Performance ISSUE: Slow performance of rocfft comaped to cufft in MI200 series accelerators vs A100 GPUs
Actual Issue :
I was testing the performance of rocFFT on MI 200 series accelerators GPU vs cuFFT performance on A100 GPUs for single GPU only.
What is the expected behavior
- AMD rocFFT should be nearly twice as fast as cuFFT on MI 200 Accelerators GPU vs A100.
What actually happens
- We found that rocFFT is actually nearly 3x slower than cuFFT when benchmarked on MI 200 series accelerator GPUs(like MI210 and MI250X frontier) vs cuFFT on A100 GPU.

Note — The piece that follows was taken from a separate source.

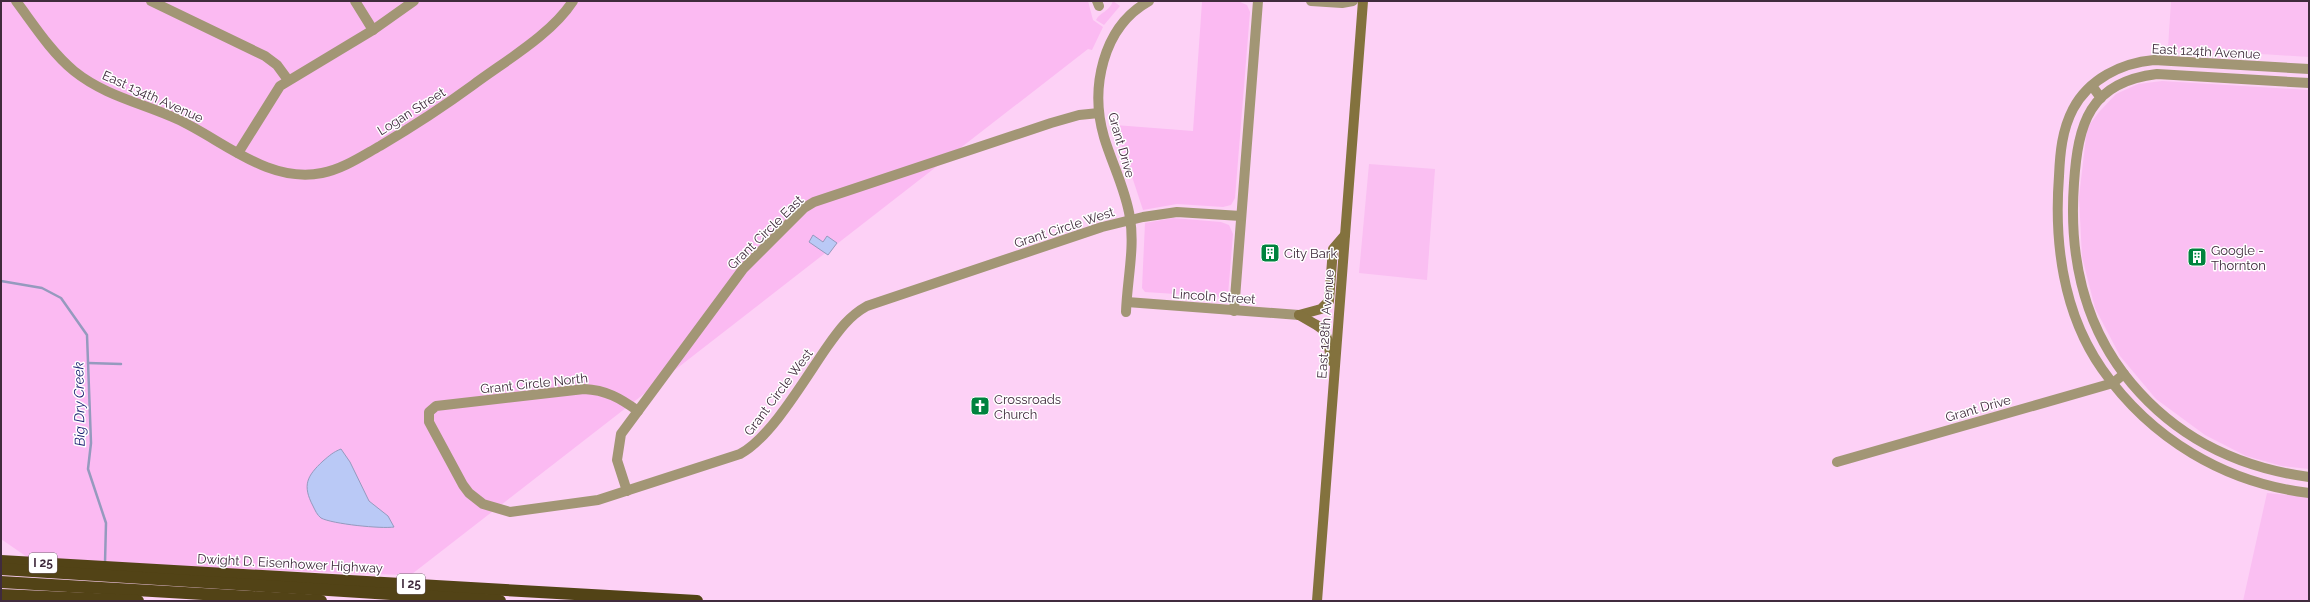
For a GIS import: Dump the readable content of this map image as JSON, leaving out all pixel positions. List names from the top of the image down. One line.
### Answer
{"streets":{"highway":["I 25","Dwight D. Eisenhower Highway"],"main road":["East 128th Avenue"],"street":["East 124th Avenue","East 134th Avenue","Logan Street","Grant Drive","Grant Circle West","Grant Circle East","Lincoln Street","Grant Circle North"]},"crossings":[["East 124th Avenue","Grant Drive"],["East 134th Avenue","Logan Street"],["Grant Drive","Grant Circle West"],["Grant Drive","Grant Circle East"],["Grant Drive","Lincoln Street"],["Grant Circle West","Grant Circle East"],["Grant Circle West","Grant Circle North"],["Grant Circle East","Grant Circle North"]],"water":["Big Dry Creek"],"places":{"building":["City Bark","Google - Thornton"],"church":["Crossroads Church"]}}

- That is cuFFT on A100 GPU for R2C and C2R with double precision and grid of 512^3 takes only ~11-12 ms, while rocFFT on MI 250X with same R2C and C2R FFT in double precision and ROCM-5.7.1 takes about ~25-28 ms .
How to reproduce
- I am enclosing a simple code that i used to Benchmark these FFT. As you will see in this code that when you want to run on AMD GPUs compile with hipcc and it will use rocFFT(hipFFT) and when you use NVCC compiler it uses cuFFT. FFT_testing.zip
Environment
| MI250X and A100 | GPUs |
| Timed for AMD on Frontier |
|---|
| ROCm and CUDA | 5.7.1 and 12.1 respectively |
|---|---|
| Library | rocFFT |
We will check and confirm the numbers and then back to you.
Hello,
Sorry for delayed response.
Let's look at system spec comparison first,
| A100 | MI250X | |
|---|---|---|
| HW | ||
| Boost Clock (GHz) | 1.4 | 1.7 |
| Compute Core | 6912 | 13312 |
| Memory | ||
| Type | HBM2e | HBM2e |
| Size (GB) | 80 | 128 |
| Bus Width (Bit) | 5120 | 8192 |
| Bandwidth (GB/s) | 2.039 | 3.277 |
| SW | ||
| SDK | CUDA12.1 | ROCm 6.1 |
| FFT Lib | CuFFT 1.2 | RocFFT 1.0.26 RC |
Note: MI250 has 2 GCDs. For small cases fit into single GCD, we should always compare A100 to a single GCD on MI250X.
As FFT is mainly a mem-bound workload, comparing 3.277/2 to 2.039, we should expect FFT is slight slower on MI200 single GCD than A100.
With a representative case 256x256256/R2C/double precision/in-place, we optimized from 1149.36 us down to 877.92 us on MI250X with https://github.com/ROCm/rocFFT/commit/35da4ed035ea1ff3f9eddebe65de5e177e8f8838
There might be small room to improve, but still under investigations.
We will keep you updated for optimizations for other cases and hope we can close this ticket as it is.